Kaplan-Meier analysis of time to a first adverse event showed cumulative probabilities of 0.47, 0.26 and 0.17 at 6, 12 and 18 months respectively, and cumulative probabilities of 0.99, 0.95 and 0.89 to a severe adverse event at months 6, 12 and 18.

The liver enzyme AST was evaluated in 233 patients and was normal at baseline in 76% of cases. It subsequently became elevated to grade one in 117 (42%), grade 2 (20%) and to grade 3 or 4 in 3 (1.3%) patients. Kaplan-Meier analysis of time to first grade 1 AST elevation showed cumulative probablities of 0.45, 0.27 and 0.21 at months 6, 12 and 18.

Eight patients changed treatment from nevirapine to efavirenz (4 due to rash, 4 due to hepatitis) and five changed from d4T to AZT (four due to peripheral neuropathy and one due to lipodystrophy).
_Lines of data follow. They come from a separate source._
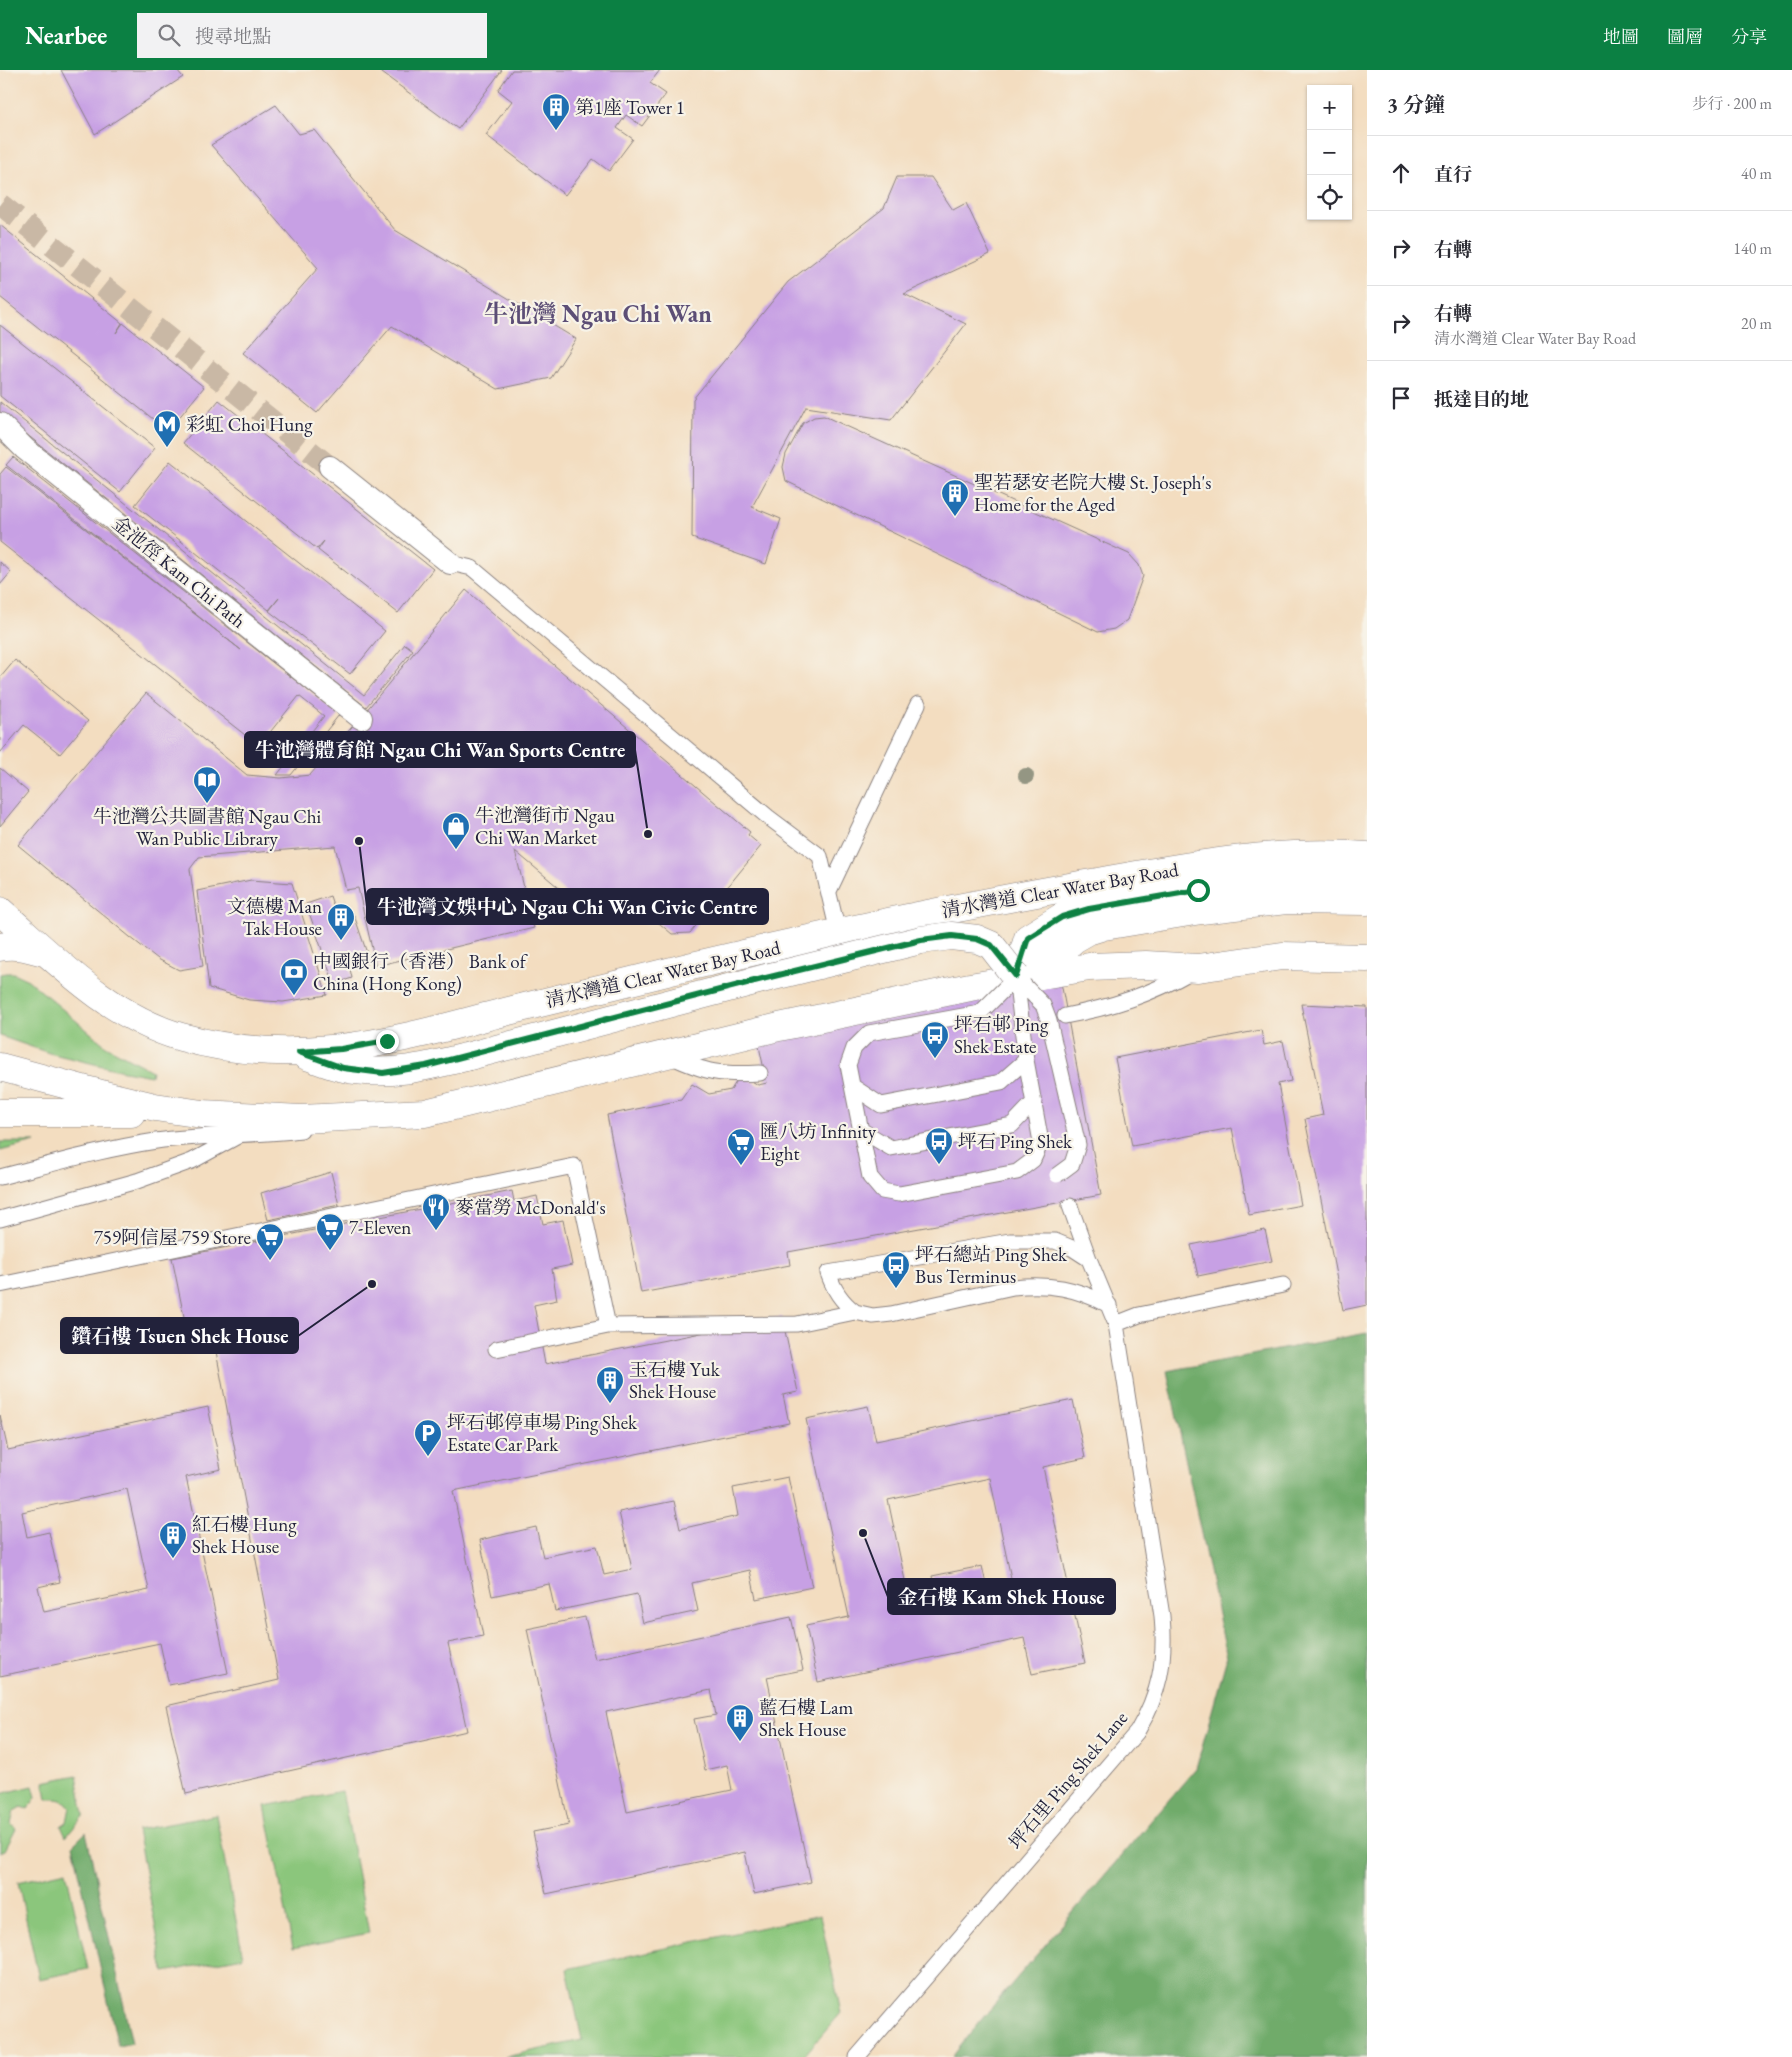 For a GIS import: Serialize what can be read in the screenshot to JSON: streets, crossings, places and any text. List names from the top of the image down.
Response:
{
  "streets": {
    "main road": ["清水灣道 Clear Water Bay Road"],
    "street": ["金池徑 Kam Chi Path"],
    "lane": ["坪石里 Ping Shek Lane"]
  },
  "districts": ["牛池灣 Ngau Chi Wan"],
  "places": {
    "building": [
      "第1座 Tower 1",
      "聖若瑟安老院大樓 St. Joseph's Home for the Aged",
      "文德樓 Man Tak House",
      "玉石樓 Yuk Shek House",
      "紅石樓 Hung Shek House",
      "藍石樓 Lam Shek House"
    ],
    "metro station": ["彩虹 Choi Hung"],
    "library": ["牛池灣公共圖書館 Ngau Chi Wan Public Library"],
    "other": [
      "牛池灣體育館 Ngau Chi Wan Sports Centre",
      "牛池灣文娛中心 Ngau Chi Wan Civic Centre",
      "鑽石樓 Tsuen Shek House",
      "金石樓 Kam Shek House"
    ],
    "shop": ["牛池灣街市 Ngau Chi Wan Market"],
    "bank": ["中國銀行（香港） Bank of China (Hong Kong)"],
    "bus stop": ["坪石邨 Ping Shek Estate", "坪石 Ping Shek", "坪石總站 Ping Shek Bus Terminus"],
    "supermarket": ["匯八坊 Infinity Eight", "7-Eleven", "759阿信屋 759 Store"],
    "restaurant": ["麥當勞 McDonald's"],
    "parking": ["坪石邨停車場 Ping Shek Estate Car Park"]
  },
  "page": {
    "header": "Nearbee",
    "search": "搜尋地點",
    "nav": ["地圖", "圖層", "分享"],
    "heading": ["3 分鐘", "步行 · 200 m"],
    "map_buttons": ["+", "−"],
    "list": [
      ["直行", "40 m"],
      ["右轉", "140 m"],
      ["右轉", "清水灣道 Clear Water Bay Road", "20 m"],
      "抵達目的地"
    ]
  }
}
Andrea Kim of the US Centers for Disease Control Global AIDS Program concluded: “These results indicate that among populations in resource-limited settings, ART tolerance should not represent a significant barrier to care. The rates of adverse events appear to be In a range consistent with those of industrialised countries."

References

Forna F et al. Early clinical toxicity to nonnucleoside reverse transcriptase Inhibitor-based HAART in a home-based AIDS care program in rural Uganda. 13th Conference on Retroviruses and Opportunistic Infections, Denver, abstract 142, 2006.

Kim A et al. Adverse events in HIV-infected patients receiving ART in a treatment program in a Nairobi slum, Kenya, 2003 to 2005. 13th Conference on Retroviruses and Opportunistic Infections, Denver, abstract 143, 2006.